## Exercise goal
Restate all of the material, keeping every line identical to the original.

## Raw data

|---|

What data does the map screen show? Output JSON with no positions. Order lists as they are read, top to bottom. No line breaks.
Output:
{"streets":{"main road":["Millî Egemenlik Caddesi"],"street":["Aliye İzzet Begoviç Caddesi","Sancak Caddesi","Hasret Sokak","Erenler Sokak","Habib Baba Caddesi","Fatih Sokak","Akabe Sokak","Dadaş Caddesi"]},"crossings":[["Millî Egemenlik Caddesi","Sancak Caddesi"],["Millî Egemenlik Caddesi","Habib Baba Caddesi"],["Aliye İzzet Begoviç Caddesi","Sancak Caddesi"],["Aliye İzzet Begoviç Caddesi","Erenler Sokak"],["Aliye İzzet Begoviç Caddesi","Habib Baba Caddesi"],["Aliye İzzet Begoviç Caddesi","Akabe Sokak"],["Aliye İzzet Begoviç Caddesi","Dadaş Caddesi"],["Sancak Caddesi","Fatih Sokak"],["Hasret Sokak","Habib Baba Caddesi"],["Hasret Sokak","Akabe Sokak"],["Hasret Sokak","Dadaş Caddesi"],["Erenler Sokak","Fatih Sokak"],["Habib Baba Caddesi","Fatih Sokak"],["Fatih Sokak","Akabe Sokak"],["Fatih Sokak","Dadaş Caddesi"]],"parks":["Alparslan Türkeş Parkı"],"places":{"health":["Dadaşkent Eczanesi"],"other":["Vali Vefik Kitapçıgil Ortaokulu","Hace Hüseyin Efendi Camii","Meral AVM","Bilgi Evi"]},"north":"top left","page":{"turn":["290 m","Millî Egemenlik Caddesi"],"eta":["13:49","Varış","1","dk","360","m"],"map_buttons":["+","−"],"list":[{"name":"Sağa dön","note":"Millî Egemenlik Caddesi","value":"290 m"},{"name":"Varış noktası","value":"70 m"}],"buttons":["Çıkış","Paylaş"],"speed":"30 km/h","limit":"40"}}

|---|

## Result below
What data does the map screen show? Output JSON with no positions. Order lists as they are read, top to bottom. No line breaks.
Output:
{"streets":{"main road":["Millî Egemenlik Caddesi"],"street":["Aliye İzzet Begoviç Caddesi","Sancak Caddesi","Hasret Sokak","Erenler Sokak","Habib Baba Caddesi","Fatih Sokak","Akabe Sokak","Dadaş Caddesi"]},"crossings":[["Millî Egemenlik Caddesi","Sancak Caddesi"],["Millî Egemenlik Caddesi","Habib Baba Caddesi"],["Aliye İzzet Begoviç Caddesi","Sancak Caddesi"],["Aliye İzzet Begoviç Caddesi","Erenler Sokak"],["Aliye İzzet Begoviç Caddesi","Habib Baba Caddesi"],["Aliye İzzet Begoviç Caddesi","Akabe Sokak"],["Aliye İzzet Begoviç Caddesi","Dadaş Caddesi"],["Sancak Caddesi","Fatih Sokak"],["Hasret Sokak","Habib Baba Caddesi"],["Hasret Sokak","Akabe Sokak"],["Hasret Sokak","Dadaş Caddesi"],["Erenler Sokak","Fatih Sokak"],["Habib Baba Caddesi","Fatih Sokak"],["Fatih Sokak","Akabe Sokak"],["Fatih Sokak","Dadaş Caddesi"]],"parks":["Alparslan Türkeş Parkı"],"places":{"health":["Dadaşkent Eczanesi"],"other":["Vali Vefik Kitapçıgil Ortaokulu","Hace Hüseyin Efendi Camii","Meral AVM","Bilgi Evi"]},"north":"top left","page":{"turn":["290 m","Millî Egemenlik Caddesi"],"eta":["13:49","Varış","1","dk","360","m"],"map_buttons":["+","−"],"list":[{"name":"Sağa dön","note":"Millî Egemenlik Caddesi","value":"290 m"},{"name":"Varış noktası","value":"70 m"}],"buttons":["Çıkış","Paylaş"],"speed":"30 km/h","limit":"40"}}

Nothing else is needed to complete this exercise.